The init command scaffolds a working config. The eval command runs it. The view command opens the web UI. You can also use npx promptfoo@latest without installing globally, or install via Homebrew (brew install promptfoo) or pip (pip install promptfoo).

For red teaming, the flow is similar:

promptfoo redteam init
promptfoo redteam run

The init command asks about your application and generates a red team config. The run command executes the adversarial tests and produces a vulnerability report. The entire process takes minutes, not days.

What Comes Next

The project was already shipping at a rapid pace before the acquisition. Version 0.121.2 dropped on March 12, 2026, just three days after the OpenAI announcement. The examples directory shows recent additions for agent evaluation (CrewAI, LangGraph, Pydantic AI, Google ADK, Strands), MCP tool testing, and multi-modal inputs including video and audio.

The integration into OpenAI Frontier will likely focus on three areas: automated red teaming of agents before deployment, continuous monitoring of agent behavior in production, and compliance reporting for regulated industries. These are the capabilities that enterprise customers need and that the existing open-source tool already provides in embryonic form.
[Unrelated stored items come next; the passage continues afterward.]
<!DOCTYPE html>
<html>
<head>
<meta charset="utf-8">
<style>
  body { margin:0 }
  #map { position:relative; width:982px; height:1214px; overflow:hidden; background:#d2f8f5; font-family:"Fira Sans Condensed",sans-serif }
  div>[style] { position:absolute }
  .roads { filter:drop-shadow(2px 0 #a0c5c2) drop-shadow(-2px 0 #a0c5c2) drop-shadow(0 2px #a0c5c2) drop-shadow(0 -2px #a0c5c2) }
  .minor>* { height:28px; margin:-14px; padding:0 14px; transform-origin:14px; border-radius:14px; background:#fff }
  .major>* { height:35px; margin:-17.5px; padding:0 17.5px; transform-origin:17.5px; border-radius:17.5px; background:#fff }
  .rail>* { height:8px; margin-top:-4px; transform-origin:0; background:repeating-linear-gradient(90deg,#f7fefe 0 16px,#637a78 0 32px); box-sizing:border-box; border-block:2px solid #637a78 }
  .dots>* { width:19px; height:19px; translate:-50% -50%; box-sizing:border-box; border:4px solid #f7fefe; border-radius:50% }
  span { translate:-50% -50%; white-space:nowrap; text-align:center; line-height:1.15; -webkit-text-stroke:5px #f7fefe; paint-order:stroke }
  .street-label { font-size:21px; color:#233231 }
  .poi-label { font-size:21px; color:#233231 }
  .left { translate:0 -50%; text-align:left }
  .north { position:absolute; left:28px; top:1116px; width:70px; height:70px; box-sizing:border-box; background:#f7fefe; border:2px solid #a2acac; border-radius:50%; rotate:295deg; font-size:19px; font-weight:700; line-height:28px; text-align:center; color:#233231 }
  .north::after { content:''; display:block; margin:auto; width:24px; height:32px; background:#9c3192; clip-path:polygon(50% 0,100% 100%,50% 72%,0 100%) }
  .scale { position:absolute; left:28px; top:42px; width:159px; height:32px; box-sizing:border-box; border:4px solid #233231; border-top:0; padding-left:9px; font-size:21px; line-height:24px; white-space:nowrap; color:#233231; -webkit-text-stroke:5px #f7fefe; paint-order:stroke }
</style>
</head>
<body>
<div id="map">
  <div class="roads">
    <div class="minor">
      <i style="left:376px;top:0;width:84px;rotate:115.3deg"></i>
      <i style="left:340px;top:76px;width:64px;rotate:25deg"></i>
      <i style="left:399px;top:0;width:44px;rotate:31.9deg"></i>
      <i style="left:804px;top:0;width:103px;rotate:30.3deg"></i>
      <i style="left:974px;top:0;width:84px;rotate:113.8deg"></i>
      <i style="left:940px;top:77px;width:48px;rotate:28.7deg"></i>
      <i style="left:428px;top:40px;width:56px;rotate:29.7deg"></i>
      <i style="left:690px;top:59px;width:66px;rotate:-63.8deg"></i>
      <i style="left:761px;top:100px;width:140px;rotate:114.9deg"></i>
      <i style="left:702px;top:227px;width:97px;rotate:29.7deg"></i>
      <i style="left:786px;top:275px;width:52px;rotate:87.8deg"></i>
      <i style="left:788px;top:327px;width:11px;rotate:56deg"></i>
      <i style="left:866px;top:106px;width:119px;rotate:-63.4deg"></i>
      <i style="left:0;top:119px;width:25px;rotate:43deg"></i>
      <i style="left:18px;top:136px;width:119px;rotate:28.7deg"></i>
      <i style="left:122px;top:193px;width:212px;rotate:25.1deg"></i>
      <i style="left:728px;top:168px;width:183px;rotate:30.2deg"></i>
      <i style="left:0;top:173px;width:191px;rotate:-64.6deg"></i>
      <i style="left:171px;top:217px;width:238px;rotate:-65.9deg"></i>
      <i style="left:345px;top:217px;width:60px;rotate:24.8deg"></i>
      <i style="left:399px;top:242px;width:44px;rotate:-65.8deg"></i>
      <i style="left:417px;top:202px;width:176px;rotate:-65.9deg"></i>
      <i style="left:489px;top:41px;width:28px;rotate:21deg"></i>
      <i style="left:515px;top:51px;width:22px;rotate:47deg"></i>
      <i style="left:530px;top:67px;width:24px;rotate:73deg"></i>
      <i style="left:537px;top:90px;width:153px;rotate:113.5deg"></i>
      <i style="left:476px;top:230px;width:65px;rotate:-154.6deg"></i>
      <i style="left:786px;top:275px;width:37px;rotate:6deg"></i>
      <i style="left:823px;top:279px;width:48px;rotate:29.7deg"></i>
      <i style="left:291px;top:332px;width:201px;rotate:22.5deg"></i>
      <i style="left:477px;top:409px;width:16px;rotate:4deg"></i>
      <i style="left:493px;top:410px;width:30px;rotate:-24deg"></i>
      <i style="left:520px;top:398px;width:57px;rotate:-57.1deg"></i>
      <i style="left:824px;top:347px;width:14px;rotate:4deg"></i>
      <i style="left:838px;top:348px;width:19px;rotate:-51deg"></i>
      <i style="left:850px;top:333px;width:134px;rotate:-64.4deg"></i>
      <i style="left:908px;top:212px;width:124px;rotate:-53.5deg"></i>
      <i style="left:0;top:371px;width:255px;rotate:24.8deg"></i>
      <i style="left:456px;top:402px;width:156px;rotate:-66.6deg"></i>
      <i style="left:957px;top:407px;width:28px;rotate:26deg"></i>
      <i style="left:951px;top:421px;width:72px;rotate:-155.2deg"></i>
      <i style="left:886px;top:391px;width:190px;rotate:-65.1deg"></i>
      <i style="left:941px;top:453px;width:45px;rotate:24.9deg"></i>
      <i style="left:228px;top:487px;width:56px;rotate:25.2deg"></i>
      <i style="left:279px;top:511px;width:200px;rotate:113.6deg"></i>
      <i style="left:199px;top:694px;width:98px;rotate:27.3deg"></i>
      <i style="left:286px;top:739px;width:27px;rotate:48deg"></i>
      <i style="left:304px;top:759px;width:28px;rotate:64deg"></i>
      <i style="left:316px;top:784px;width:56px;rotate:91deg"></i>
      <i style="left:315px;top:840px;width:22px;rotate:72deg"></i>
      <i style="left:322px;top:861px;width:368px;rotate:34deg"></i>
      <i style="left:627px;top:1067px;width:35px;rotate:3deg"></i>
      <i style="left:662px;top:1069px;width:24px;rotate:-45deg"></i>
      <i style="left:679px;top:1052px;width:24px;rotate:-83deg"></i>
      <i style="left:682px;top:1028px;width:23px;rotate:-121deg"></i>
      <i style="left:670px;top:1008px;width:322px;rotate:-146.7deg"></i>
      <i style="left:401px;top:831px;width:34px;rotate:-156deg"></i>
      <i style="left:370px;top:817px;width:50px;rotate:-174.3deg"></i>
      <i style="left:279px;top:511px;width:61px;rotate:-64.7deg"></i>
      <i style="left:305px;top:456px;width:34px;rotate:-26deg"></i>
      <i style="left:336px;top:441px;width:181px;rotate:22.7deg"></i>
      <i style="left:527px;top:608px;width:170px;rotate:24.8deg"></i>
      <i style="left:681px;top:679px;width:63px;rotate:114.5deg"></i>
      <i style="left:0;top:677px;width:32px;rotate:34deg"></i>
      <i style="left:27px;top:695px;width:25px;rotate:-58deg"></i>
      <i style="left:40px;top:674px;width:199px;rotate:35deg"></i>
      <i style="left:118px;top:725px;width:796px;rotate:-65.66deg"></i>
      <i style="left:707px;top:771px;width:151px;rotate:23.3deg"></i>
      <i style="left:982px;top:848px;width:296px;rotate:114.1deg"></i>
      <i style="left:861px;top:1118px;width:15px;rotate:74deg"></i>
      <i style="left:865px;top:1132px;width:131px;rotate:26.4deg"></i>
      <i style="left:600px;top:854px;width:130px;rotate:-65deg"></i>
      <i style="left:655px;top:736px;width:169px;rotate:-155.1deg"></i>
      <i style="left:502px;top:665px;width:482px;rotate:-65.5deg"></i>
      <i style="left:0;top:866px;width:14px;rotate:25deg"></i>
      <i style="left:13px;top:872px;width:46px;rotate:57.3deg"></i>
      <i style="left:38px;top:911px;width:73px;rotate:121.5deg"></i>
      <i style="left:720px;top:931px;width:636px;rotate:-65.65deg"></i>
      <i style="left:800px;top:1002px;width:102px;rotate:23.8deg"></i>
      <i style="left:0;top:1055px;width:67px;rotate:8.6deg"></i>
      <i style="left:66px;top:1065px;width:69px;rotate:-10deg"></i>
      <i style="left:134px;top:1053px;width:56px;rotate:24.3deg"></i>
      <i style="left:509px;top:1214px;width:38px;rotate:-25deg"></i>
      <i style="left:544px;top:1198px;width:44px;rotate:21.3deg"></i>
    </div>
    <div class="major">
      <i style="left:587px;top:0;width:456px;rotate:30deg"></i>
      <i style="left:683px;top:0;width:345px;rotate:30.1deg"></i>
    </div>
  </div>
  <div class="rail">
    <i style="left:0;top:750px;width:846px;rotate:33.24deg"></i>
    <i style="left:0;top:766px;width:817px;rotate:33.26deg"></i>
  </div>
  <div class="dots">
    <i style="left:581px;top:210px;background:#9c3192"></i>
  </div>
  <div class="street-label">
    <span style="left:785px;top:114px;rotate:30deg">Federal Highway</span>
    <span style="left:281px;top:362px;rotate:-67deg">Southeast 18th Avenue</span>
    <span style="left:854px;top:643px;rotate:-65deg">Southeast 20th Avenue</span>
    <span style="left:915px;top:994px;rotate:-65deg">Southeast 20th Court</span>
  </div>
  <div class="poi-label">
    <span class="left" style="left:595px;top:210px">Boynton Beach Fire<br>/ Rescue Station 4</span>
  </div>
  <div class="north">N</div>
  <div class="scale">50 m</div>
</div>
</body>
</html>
Whether the open-source project thrives under OpenAI ownership or whether the community eventually forks remains to be seen. What is clear is that the problem promptfoo solves is not going away. As LLM applications get more complex, more agentic, and more embedded in critical business processes, the need for systematic testing and security scanning only grows.

Promptfoo proved that the right tool for this problem is not another platform or dashboard. It is a CLI that reads a YAML file, calls some APIs, and tells you what broke. Sometimes the best tool is the simplest one.